*** Data in this exercise ***
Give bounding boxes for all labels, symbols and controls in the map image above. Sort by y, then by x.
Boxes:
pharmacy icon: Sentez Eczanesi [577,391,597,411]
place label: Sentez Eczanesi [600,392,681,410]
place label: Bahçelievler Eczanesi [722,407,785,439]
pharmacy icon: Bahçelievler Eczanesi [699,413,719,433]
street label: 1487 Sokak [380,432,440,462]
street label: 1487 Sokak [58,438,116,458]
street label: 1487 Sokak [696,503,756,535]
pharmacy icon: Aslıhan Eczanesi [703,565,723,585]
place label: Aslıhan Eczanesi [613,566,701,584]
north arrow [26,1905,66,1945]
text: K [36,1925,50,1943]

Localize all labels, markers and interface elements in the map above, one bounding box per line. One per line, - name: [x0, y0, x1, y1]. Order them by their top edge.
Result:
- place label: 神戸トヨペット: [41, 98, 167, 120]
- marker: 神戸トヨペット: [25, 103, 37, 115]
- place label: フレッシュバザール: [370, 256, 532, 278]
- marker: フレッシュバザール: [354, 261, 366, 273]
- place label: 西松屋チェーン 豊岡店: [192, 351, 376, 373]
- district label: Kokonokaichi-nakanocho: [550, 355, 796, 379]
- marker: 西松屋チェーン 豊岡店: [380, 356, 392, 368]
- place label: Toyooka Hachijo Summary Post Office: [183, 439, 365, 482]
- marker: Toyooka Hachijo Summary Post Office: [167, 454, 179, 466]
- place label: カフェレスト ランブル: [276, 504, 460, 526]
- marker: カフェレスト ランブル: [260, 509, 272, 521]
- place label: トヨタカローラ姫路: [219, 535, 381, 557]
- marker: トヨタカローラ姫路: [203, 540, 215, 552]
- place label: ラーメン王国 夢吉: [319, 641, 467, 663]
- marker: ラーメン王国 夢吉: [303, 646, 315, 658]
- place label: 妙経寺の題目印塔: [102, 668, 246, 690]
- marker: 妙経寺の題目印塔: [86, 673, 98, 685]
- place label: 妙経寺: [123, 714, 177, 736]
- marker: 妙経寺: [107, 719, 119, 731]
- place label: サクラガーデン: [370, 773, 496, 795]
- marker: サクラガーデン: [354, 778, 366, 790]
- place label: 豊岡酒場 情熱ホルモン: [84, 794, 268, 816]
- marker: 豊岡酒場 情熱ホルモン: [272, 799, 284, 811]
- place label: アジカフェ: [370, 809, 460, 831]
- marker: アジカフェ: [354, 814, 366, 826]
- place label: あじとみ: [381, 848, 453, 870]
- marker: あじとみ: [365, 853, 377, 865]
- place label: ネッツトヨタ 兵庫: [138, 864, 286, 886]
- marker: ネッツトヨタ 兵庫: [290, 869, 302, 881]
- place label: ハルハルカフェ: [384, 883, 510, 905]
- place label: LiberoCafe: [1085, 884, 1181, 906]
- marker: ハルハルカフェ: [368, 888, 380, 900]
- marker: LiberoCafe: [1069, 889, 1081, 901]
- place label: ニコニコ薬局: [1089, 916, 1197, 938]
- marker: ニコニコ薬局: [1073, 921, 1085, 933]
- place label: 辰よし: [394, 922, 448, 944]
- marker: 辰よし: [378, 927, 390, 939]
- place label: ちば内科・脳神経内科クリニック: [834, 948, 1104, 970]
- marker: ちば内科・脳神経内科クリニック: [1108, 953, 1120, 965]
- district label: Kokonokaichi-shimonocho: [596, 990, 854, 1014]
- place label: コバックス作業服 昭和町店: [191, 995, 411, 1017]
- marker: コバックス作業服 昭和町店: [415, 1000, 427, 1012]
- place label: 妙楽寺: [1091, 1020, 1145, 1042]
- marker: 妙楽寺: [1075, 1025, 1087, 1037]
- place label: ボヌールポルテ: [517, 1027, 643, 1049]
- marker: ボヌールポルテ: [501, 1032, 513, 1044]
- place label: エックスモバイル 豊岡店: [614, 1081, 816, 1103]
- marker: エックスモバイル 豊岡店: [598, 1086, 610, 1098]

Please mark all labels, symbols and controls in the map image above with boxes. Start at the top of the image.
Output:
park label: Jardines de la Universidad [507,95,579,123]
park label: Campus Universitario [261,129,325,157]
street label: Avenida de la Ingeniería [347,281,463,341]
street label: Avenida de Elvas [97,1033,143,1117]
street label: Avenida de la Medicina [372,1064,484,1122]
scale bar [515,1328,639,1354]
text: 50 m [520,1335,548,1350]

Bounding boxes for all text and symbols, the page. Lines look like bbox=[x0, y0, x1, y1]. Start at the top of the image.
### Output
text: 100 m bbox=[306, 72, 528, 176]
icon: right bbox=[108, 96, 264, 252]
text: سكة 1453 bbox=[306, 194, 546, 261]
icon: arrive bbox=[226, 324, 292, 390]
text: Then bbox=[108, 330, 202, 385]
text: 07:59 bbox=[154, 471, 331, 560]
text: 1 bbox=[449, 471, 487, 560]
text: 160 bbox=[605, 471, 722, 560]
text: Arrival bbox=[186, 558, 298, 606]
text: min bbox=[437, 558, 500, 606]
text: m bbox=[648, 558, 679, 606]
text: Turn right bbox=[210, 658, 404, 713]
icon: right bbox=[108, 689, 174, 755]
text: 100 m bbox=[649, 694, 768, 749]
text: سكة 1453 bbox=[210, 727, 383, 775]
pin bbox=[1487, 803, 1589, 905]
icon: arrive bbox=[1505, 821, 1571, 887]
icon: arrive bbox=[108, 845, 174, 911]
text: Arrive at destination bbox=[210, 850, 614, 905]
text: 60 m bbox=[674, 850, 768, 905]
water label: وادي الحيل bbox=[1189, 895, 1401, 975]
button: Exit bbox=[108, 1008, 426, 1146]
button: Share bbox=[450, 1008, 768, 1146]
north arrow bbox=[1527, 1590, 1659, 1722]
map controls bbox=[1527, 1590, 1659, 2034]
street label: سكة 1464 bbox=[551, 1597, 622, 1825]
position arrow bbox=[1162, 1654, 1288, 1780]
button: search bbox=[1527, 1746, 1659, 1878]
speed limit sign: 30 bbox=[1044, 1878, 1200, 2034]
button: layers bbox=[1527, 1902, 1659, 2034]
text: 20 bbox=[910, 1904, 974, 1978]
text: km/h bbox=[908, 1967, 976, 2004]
***
### [The problem]
Where the word "西松屋チェーン" appears in a line of the entries, copy that line.

### [Result]
- place label: 西松屋チェーン 豊岡店: [192, 351, 376, 373]
- marker: 西松屋チェーン 豊岡店: [380, 356, 392, 368]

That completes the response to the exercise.